But not really. Much like taking a few aspirin or drinking Tabasco Sauce after a night of heavy drinking, we’re beginning to think clearly on an important topic that’s easy to forget about: interactive design. The Internet boom may have come and gone just as quickly—and as ingloriously—as bellbottoms and mood rings, but the notion of interactive design hasn’t as yet been explored as fully as need be. Certainly excessive flash intros are out of style, just like blinking text and rainbow-colored rules vanished from any serious web presence years ago. Having been referred to as multimedia, new media and web design in the past, the industry seems to have settled on the more amorphous, less specific term “interactive.” Which implies more of a mindset and an approach rather than purely focusing on the final produced format—in other words, its more than web sites. It’s also more than DVDs, CD-ROMs, and applications for palm pilots and cellphones.
Two years ago Fallon released BMW Films in conjunction with David Fincher and Anonymous Content—the premise was simple, just go to a web site, download the films and watch Sexy Brit Clive Owen do dastardly deeds in either a 5-series or Z4. Pretty cool. While the technical wizardry wasn’t supreme, the web design solid but not earth shattering, the concept was absolutely brilliant. It perfectly played off of how BMW drivers feel about driving, their cars, and gave them an outlet for their passion for German engineering. It got people to INTERACT with the brand in a way they had never considered previously, and until recently, would not have been able to do because of technological constraints.
In just the past year, Crispin Porter + Bogusky of Miami, FL won the $350 million Burger King account without a review, because the agency (of IKEA lamp fame, or MINI Cooper) established itself as coming up with outlandish, unexpected, but unusually relevant and effective ideas. They may be in advertising, but that doesn’t mean they sit around and come up with dippy TV concepts all day long and then blow loads of money producing 30 second crap that well-adjusted individuals loathe. No way. Instead, they came up with Subservient Chicken. Go to the site, and “ask” the “chicken” to do things…yes, its bizarre, but it figures in well with the “Have It Your Way” tagline that drives the Burger King brand. Technically, its brilliant, and its one of the more innovative ways of extending and expressing a brand that I’ve seen. If nothing else its more interesting and engaging than a brochure or spiffy new signs in a store.
Other examples of superlative interactive design include The International Herald Tribune, for its intuitive interface and effective method of handling copious amounts of information, and Plumb Design’s Visual Thesaurus, which through a flash interface allows you to discover relationships between nearly 140,000 words.
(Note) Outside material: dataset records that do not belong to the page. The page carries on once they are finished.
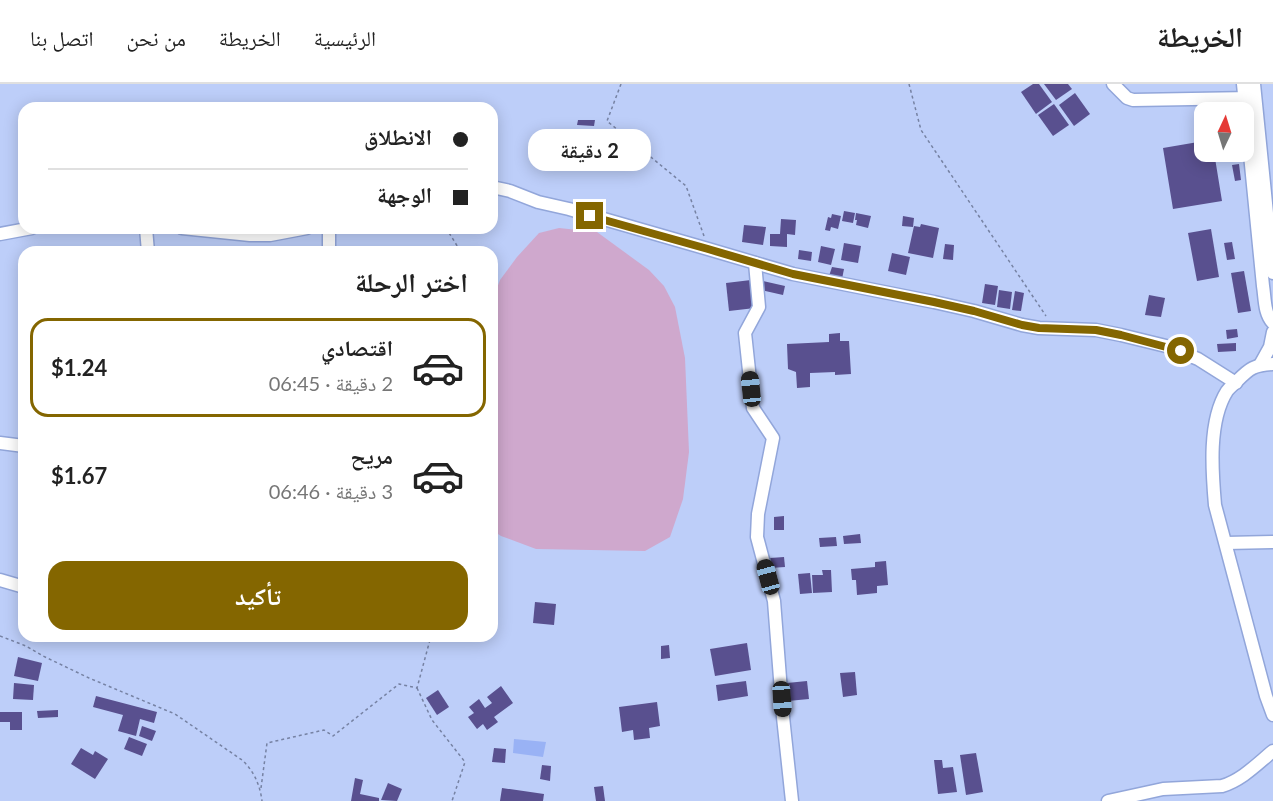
<!DOCTYPE html>
<html lang="ar">
<head>
<meta charset="utf-8">
<style>
  body { margin:0; font-family:Lato,"Noto Naskh Arabic",sans-serif; background:#f6f6f6; color:#222; direction:rtl; height:100vh; display:flex; flex-direction:column; font-size:22px; white-space:nowrap }
  * { box-sizing:border-box; margin:0 }
  p { font-size:20px; color:#767676 }
  .icon { flex:none; width:33px; height:33px; fill:none; stroke:currentColor; stroke-width:2; stroke-linecap:round; stroke-linejoin:round }
  .map { position:relative; flex:1; overflow:hidden; direction:ltr }
  .sheet { position:absolute; left:18px; top:162px; width:480px; height:396px; display:flex; flex-direction:column; background:#fff; border-radius:18px; box-shadow:0 3px 15px #0003; direction:rtl }
  .sheet>* { flex:none }
  .banner { position:absolute; left:18px; top:18px; width:480px; height:132px; border-radius:18px; box-shadow:0 3px 15px #0003; direction:rtl; display:grid; align-content:center; height:132px; padding:0 30px; background:#fff }
  .needle { width:39px; rotate:4deg }
  .fabs { position:absolute; left:1194px; top:18px; display:grid; gap:12px }
  .fabs a { display:grid; place-items:center; width:60px; height:60px; border-radius:12px; background:#fff; box-shadow:0 3px 15px #0003; font-size:30px }
  .end { position:absolute; width:27px; height:27px; margin:-14px; border:8px solid #846600; background:#fff; box-shadow:0 0 0 3px #fff }
  .from { border-radius:50% }
  .bubble { position:absolute; height:42px; border-radius:18px; background:#fff; box-shadow:0 3px 15px #0003; font-size:20px; font-weight:700; line-height:42px; text-align:center; direction:rtl }
  .car { position:absolute; width:18px; height:36px; margin:-18px -9px; border-radius:8px; box-shadow:0 0 4px 2px #0007; background:linear-gradient(#222 24%,#8ab4d8 0 40%,#222 0 76%,#8ab4d8 0 86%,#222 0) }
  .banner b { display:flex; align-items:center; gap:21px; height:57px; font-size:22px }
  .banner b+b { border-top:2px solid #e0e0e0 }
  .banner i { width:15px; height:15px; background:#222 }
  ul { padding:0; list-style:none }
  li { display:flex; align-items:center; gap:18px; height:99px; margin:0 12px 9px; padding:0 18px; border:3px solid transparent; border-radius:18px }
  li div { flex:1 }
  li b { display:block; font-size:22px }
  li em { font-style:normal; font-weight:700 }
  li.current { border-color:#846600 }
  li>.icon { width:54px; height:54px; stroke-width:1.5 }
  h2 { padding:0 30px; font-size:27px; line-height:72px }
  .primary-button { display:flex; gap:12px; margin-top:auto; padding:12px 30px }
  .primary-button a { flex:1; height:69px; border-radius:18px; background:#846600; color:#fff; font-size:24px; font-weight:700; line-height:69px; text-align:center }
  header { display:flex; align-items:center; gap:36px; box-sizing:border-box; height:84px; padding:0 30px; background:#fff; border-bottom:2px solid #e0e0e0 }
  header strong { font-size:28px }
  nav { display:flex; gap:33px; margin-inline-start:auto; font-size:21px }
  .map>svg:first-child { display:block }
</style>
</head>
<body>
<header>
<strong>الخريطة</strong>
<nav><a>الرئيسية</a><a>الخريطة</a><a>من نحن</a><a>اتصل بنا</a></nav>
</header>
<div class="map">
<svg width="1273" height="717" viewBox="0 0 1273 717">
  <rect width="100%" height="100%" fill="#bdcef9"/>
  <path fill="#cfa8cd" d="M559,144L597,148L649,186L664,202L675,223L685,274L689,368L683,415L670,453L645,467L536,465L501,452L492,446V217L500,196L517,173L539,149Z"/>
  <path fill="#99b2f5" d="M514,655L546,658L543,673L513,669Z"/>
  <g fill="#59508f">
    <path d="M1033,0H1039L1052,18L1036,30L1021,8Z"/>
    <path d="M1044,0H1068L1072,5L1056,16Z"/>
    <path d="M1075,9L1090,30L1074,42L1059,21Z"/>
    <path d="M1054,20L1069,41L1053,52L1038,31Z"/>
    <path d="M578,36H595L594,42L577,41Z"/>
    <path d="M1204,57V68H1214L1222,117L1173,125L1163,64Z"/>
    <path d="M1239,80L1241,96L1235,97L1232,81Z"/>
    <path d="M844,127L855,129L853,139L842,137Z"/>
    <path d="M856,129L871,132L868,144L856,141L857,136H855Z"/>
    <path d="M832,130L841,132L838,145L831,143L830,147L825,146L828,133L831,134Z"/>
    <path d="M903,132L914,134L913,143L902,142Z"/>
    <path d="M781,135L796,136L795,151L787,150V163L770,162V150H780Z"/>
    <path d="M921,140L939,144L933,174L908,169L914,142L920,143Z"/>
    <path d="M744,141L766,143L763,161L742,158Z"/>
    <path d="M1211,145L1219,193L1197,197L1188,149Z"/>
    <path d="M1232,158L1235,175L1227,176L1224,159Z"/>
    <path d="M844,159L861,162L858,179L841,176Z"/>
    <path d="M945,160L954,161L953,176L943,175Z"/>
    <path d="M821,162L835,165L831,181L818,178Z"/>
    <path d="M799,166L812,168L811,177L798,175Z"/>
    <path d="M892,169L910,173L906,191L888,187Z"/>
    <path d="M832,183L844,185L842,195L829,192Z"/>
    <path d="M1244,187L1251,227L1238,229L1231,189Z"/>
    <path d="M751,196L755,224L729,227L726,199Z"/>
    <path d="M763,197L785,202L783,211L761,206Z"/>
    <path d="M985,200L998,202L995,221L982,219Z"/>
    <path d="M999,206L1012,208L1010,225L997,223Z"/>
    <path d="M1015,207L1024,209L1021,227L1012,226Z"/>
    <path d="M1149,211L1165,214L1161,233L1145,231Z"/>
    <path d="M1237,245L1238,253L1227,255L1226,246Z"/>
    <path d="M840,249V257H849L851,290L835,291V288L810,289V303L797,304L796,288L788,285L787,260L829,258V250Z"/>
    <path d="M1236,259V267L1218,268L1217,260Z"/>
    <path d="M784,432V446H774V433Z"/>
    <path d="M860,450L861,459L844,460L843,452Z"/>
    <path d="M836,453L837,462L820,463L819,454Z"/>
    <path d="M784,473L785,483L770,484V474Z"/>
    <path d="M886,477L888,501L877,502V509L857,511L856,496H852L851,485L875,483V478Z"/>
    <path d="M822,486H831L832,508L813,509L812,491H823Z"/>
    <path d="M810,489L812,509L800,510L798,490Z"/>
    <path d="M535,518L556,520L554,541L533,539Z"/>
    <path d="M747,559L751,586L715,592L710,565Z"/>
    <path d="M669,561L670,574L661,575V562Z"/>
    <path d="M18,573L42,579L38,597L14,592Z"/>
    <path d="M855,588L857,611L843,613L840,589Z"/>
    <path d="M746,597L748,612L718,617L716,601Z"/>
    <path d="M807,597L809,615L788,617L787,599Z"/>
    <path d="M14,599L34,601L33,616L13,615Z"/>
    <path d="M501,602L513,619L494,633L498,638L487,646L483,640L477,645L468,633L474,629L469,623L479,615L485,624L492,619L487,613Z"/>
    <path d="M438,606L449,623L437,631L426,614Z"/>
    <path d="M96,612L157,628L154,639L140,635L136,652L118,647L123,631L93,623Z"/>
    <path d="M657,618L660,642L649,644L650,654L634,656L633,646L622,648L619,623Z"/>
    <path d="M58,626V633L38,634L37,627Z"/>
    <path d="M0,628H22V646H10V638H0Z"/>
    <path d="M142,642L156,647L152,657L139,652Z"/>
    <path d="M129,653L147,660L142,672L124,665Z"/>
    <path d="M81,664L93,671L95,667L108,675L95,695L71,680Z"/>
    <path d="M494,664L506,665L505,679L492,678Z"/>
    <path d="M976,669L983,708L966,711L960,671Z"/>
    <path d="M934,676H942L943,684L953,683L957,708L938,710Z"/>
    <path d="M542,681L551,682L550,697L540,695Z"/>
    <path d="M355,694L363,696L360,710L379,714V717H351Z"/>
    <path d="M388,699L402,705L397,717L381,716Z"/>
    <path d="M603,702L605,717H596L594,703Z"/>
    <path d="M502,704L544,710L543,717H500Z"/>
  </g>
  <g fill="none" stroke-linecap="round" stroke-linejoin="round">
    <g stroke="#92a6da" stroke-width="15">
      <g id="minor">
        <path d="M1113,0L1127,14L1133,16L1251,14"/>
        <path d="M1243,0L1263,202C1265,214 1264,230 1273,239"/>
        <path d="M1254,0L1273,189"/>
        <path d="M492,103L510,107L538,118L569,125L708,165L793,190L934,218L974,227L1022,241L1039,244L1096,246L1121,251L1166,262L1198,275L1236,299"/>
        <path d="M146,144L148,168"/>
        <path d="M182,144L250,151H270L307,144"/>
        <path d="M329,144V168"/>
        <path d="M0,150L32,144"/>
        <path d="M755,179L759,223L745,249L753,324L773,354L758,430L757,453L774,517L783,633L792,717"/>
        <path d="M1273,280C1254,281 1250,284 1237,297C1234,300 1230,303 1227,307C1208,337 1212,387 1215,421L1266,612L1273,631"/>
        <path d="M1260,281L1270,263L1273,248"/>
        <path d="M0,359L24,362"/>
        <path d="M1226,459L1273,458"/>
        <path d="M0,496L24,503"/>
        <path d="M1108,717L1163,705L1222,702C1242,696 1257,680 1273,667"/>
      </g>
    </g>
    <g stroke="#7682a3" stroke-width="1.5" stroke-dasharray="3 3" stroke-linecap="butt">
      <path d="M621,0L607,37L686,102L704,152"/>
      <path d="M909,0L921,46L1046,232"/>
      <path d="M446,144L461,168"/>
      <path d="M0,552L26,562L43,572L89,594L175,630L242,676C254,687 260,701 262,717"/>
      <path d="M417,604L432,636L465,678L452,717"/>
      <path d="M261,704L267,659L324,646L333,652L399,600L417,604L431,552"/>
    </g>
    <use href="#minor" stroke="#fff" stroke-width="12"/>
  </g>
  <g fill="none" stroke-linecap="round" stroke-linejoin="round">
    <path stroke="#846600" stroke-width="8" d="M590,132L708,165L793,190L934,218L974,227L1022,241L1039,244L1096,246L1121,251L1181,267"/>
  </g>
</svg>
<div class="fabs">
<a><svg class="needle" viewBox="-14 -14 28 28"><path d="M0-13l5 13h-10z" fill="#e53935"/><path d="M0 13l5-13h-10z" fill="#767676"/></svg></a>
</div>
<i class="end from" style="left:1181px;top:267px"></i>
<i class="end" style="left:590px;top:132px"></i>
<div class="bubble" style="left:528px;top:45px;width:123px">2 دقيقة</div>
<i class="car" style="left:751px;top:305px;rotate:354deg"></i>
<i class="car" style="left:768px;top:493px;rotate:345deg"></i>
<i class="car" style="left:782px;top:615px;rotate:176deg"></i>
<div class="banner">
<b><i class="from"></i>الانطلاق</b>
<b><i></i>الوجهة</b>
</div>
<section class="sheet">
<h2>اختر الرحلة</h2>
<ul>
<li class="current"><svg class="icon" aria-label="car" viewBox="0 0 24 24"><path d="M5 17H2v-5l4-1 3-4h7l3 4 3 1v5h-3M9 17h6M6 11h13"/><circle cx="7" cy="17" r="2"/><circle cx="17" cy="17" r="2"/></svg><div><b>اقتصادي</b><p>2 دقيقة · 06:45</p></div><em>$1.24</em></li>
<li><svg class="icon" aria-label="car" viewBox="0 0 24 24"><path d="M5 17H2v-5l4-1 3-4h7l3 4 3 1v5h-3M9 17h6M6 11h13"/><circle cx="7" cy="17" r="2"/><circle cx="17" cy="17" r="2"/></svg><div><b>مريح</b><p>3 دقيقة · 06:46</p></div><em>$1.67</em></li>
</ul>
<div class="primary-button"><a>تأكيد</a></div>
</section>
</div>
</body>
</html>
Design is more than putting words, colors, images, and shapes on sheets of paper; print isn’t dead, its not going to die, but interactive is “the future.” Why? Well, from a branding perspective you can accurately track interactive applications and gauge performance more effectively, which assigns more accountability to agencies. Interactive targets people in a refined fashion, allowing brands to talk to the right audiences, thus saving time and money. Its not as simple as saying that because interactive capabilities now exist they will therefore take over; they will play a significant role though, because they can work quite well. I think there’s always going to be an electronic component to anything interactive, even if its just on the back-end, but it need not only be electronic, there are surely ways to incorporate printed materials and other more traditional means of communication into the mix.
What are some of the more inspiring examples of interactive design that you’ve seen? What do you think of its role in our profession in the coming years?
Wow, Bradley, thanks for the interesting post.
Just a few scattered thoughts:
1) It got people to INTERACT with the brand in a way they had never considered previously
Actually, we interact with brands like that all the time. It just comes from a different perspective - we're so used to seeing product placement that it bounces off us. In fact, I can't speak for anyone else here, but I (think I) prefer to see a real product in a movie than a generic representation. I'd rather watch the hero drink a can of Pepsi while driving a Ford... I can understand these, and they add to the percieved authenticity. IN the case of a movie like The Italian Job, the brand kind of WAS the movie. (One exception: Kaboom cereal. Thank you, Tarantino).
What was revolutionary (?) about the BMW Films was that the brand wasn't shoehorned into a wonky placement, the brand WAS the content. They were nothing more than very cool, very long commercials. But the content was good enough that people wanted to watch. That was amazing, and smart ad people will take that lesson away. The others will keep on cranking out those, "Our Prices Are Insane!" commercials. Hello, Mr Whipple.
2) I think "interactive" is necessarily ethereal and transient. The very nature of this kind of media is so flash and fade - by the time my mom knows about the Subservient Chicken, I'm way over it. Unlike campaigns of the past (like, say, the Snuggle fabric softener bear, who seemed to never EVER die), the cutting edge interactive stuff vanishes as soon as it flares. Quick impact is the order of the day - it's like blitzkreig adverts.
3) Why does PRINT have an INTERACTIVE issue?